The phrase 'country lass' in this rapturous passage has
been taken to signify that she to whom it applied was
of mean origin; but it scarcely bears this
construction. Probably all that is meant is that her
family was not connected with the Court or the Court
circle. She was not high-born; but she was not low-
born. The final sonnets refer to some malicious
reports circulating about him, and to some local
separation between the sonneteer and his mistress.
This separation was certainly ended in the June
following his acceptance--that is, the June of 1594;
for in that month, on St. Barnabas' day, that is, on
the 11th, Spenser was married. This event Spenser
celebrates in the finest, the most perfect of all his
poems, in the most beautiful of all bridal songs--in
his _Epithalamion_. He had many a time sung for
others; he now bade the Muses crown their heads with
garlands and help him his own love's praises to
resound:--
So I unto my selfe alone will sing,
The woods shall to me answer, and my echo ring.

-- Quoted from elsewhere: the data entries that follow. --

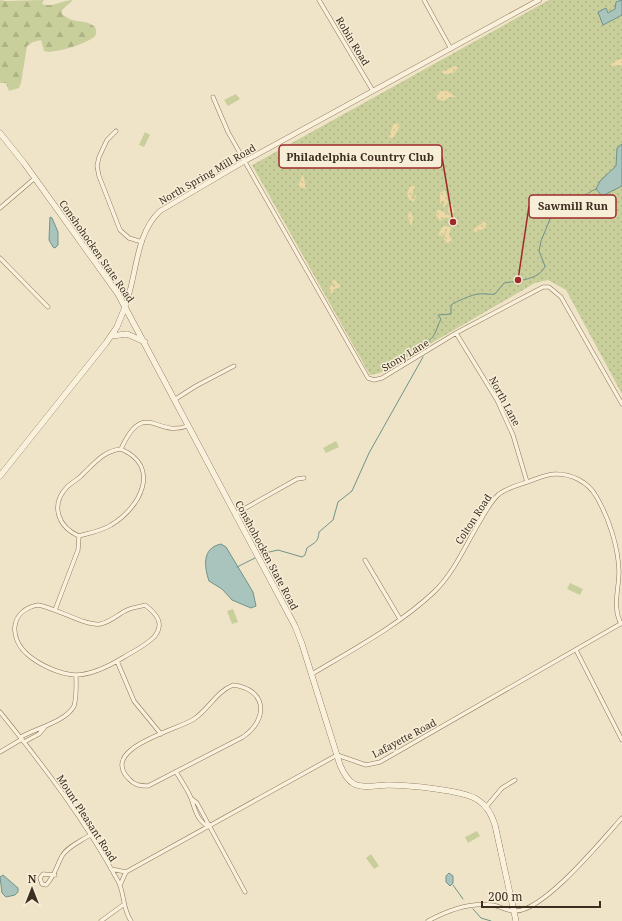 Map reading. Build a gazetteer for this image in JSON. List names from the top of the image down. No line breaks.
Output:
{"streets":{"main road":["North Spring Mill Road","Conshohocken State Road"],"street":["Robin Road","Stony Lane","North Lane","Colton Road","Lafayette Road","Mount Pleasant Road"]},"crossings":[["Robin Road","North Spring Mill Road"],["North Spring Mill Road","Conshohocken State Road"],["North Spring Mill Road","Stony Lane"],["Conshohocken State Road","Colton Road"],["Conshohocken State Road","Lafayette Road"],["Stony Lane","North Lane"],["North Lane","Colton Road"],["Colton Road","Lafayette Road"]],"places":["Philadelphia Country Club","Sawmill Run"],"scale_bar":"200 m","north":"top"} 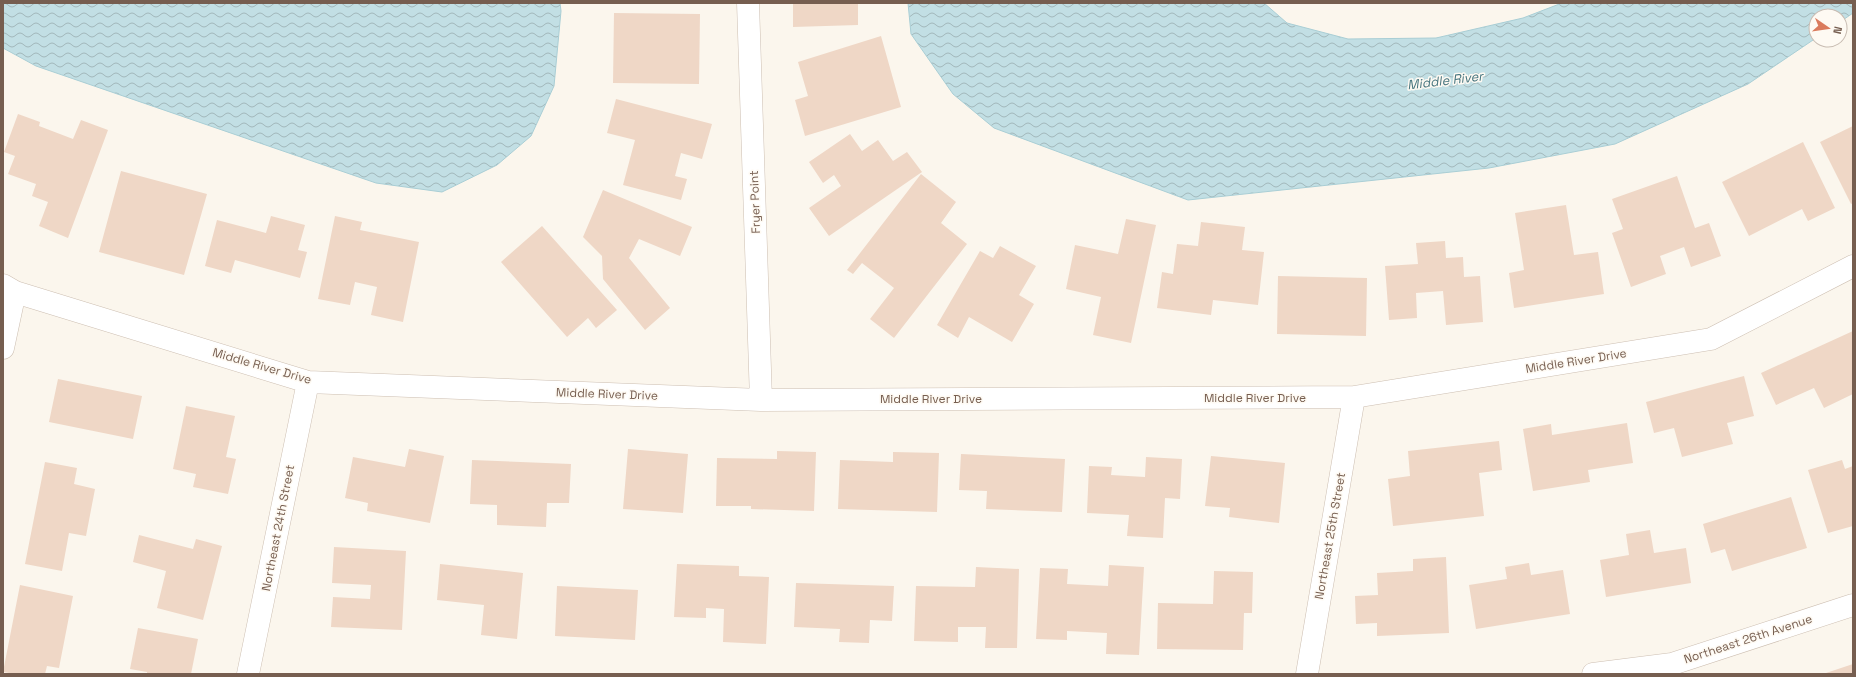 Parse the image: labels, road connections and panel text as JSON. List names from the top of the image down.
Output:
{
  "streets": {
    "street": [
      "Fryer Point",
      "Middle River Drive",
      "Northeast 24th Street",
      "Northeast 25th Street",
      "Northeast 26th Avenue"
    ]
  },
  "crossings": [
    ["Fryer Point", "Middle River Drive"],
    ["Middle River Drive", "Northeast 24th Street"],
    ["Middle River Drive", "Northeast 25th Street"]
  ],
  "water": ["Middle River"],
  "north": "right"
} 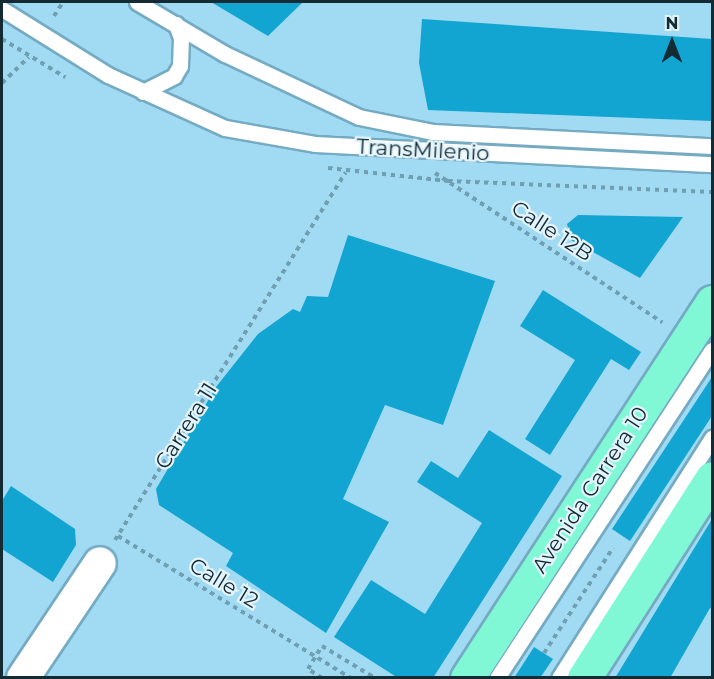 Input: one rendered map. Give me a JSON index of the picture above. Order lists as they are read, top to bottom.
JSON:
{
  "streets": {
    "main road": ["Avenida Carrera 10"],
    "lane": ["TransMilenio"],
    "path": ["Calle 12B", "Carrera 11", "Calle 12"]
  },
  "crossings": [
    ["TransMilenio", "Calle 12B"],
    ["Calle 12B", "Avenida Carrera 10"],
    ["Carrera 11", "Calle 12"]
  ],
  "north": "top"
}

Then, with the sweetest melody and a refinement and
grace incomparable, he sings with a most happy heart of
various matters of the marriage day--of his love's
waking, of the merry music of the minstrels, of her
coming forth in all the pride of her visible
loveliness, of that 'inward beauty of her lively
spright' which no eyes can see, of her standing before
the altar, her sad eyes still fastened on the ground,
of the bringing her home, of the rising of the evening
star, and the fair face of the moon looking down on his
bliss not unfavourably, as he would hope.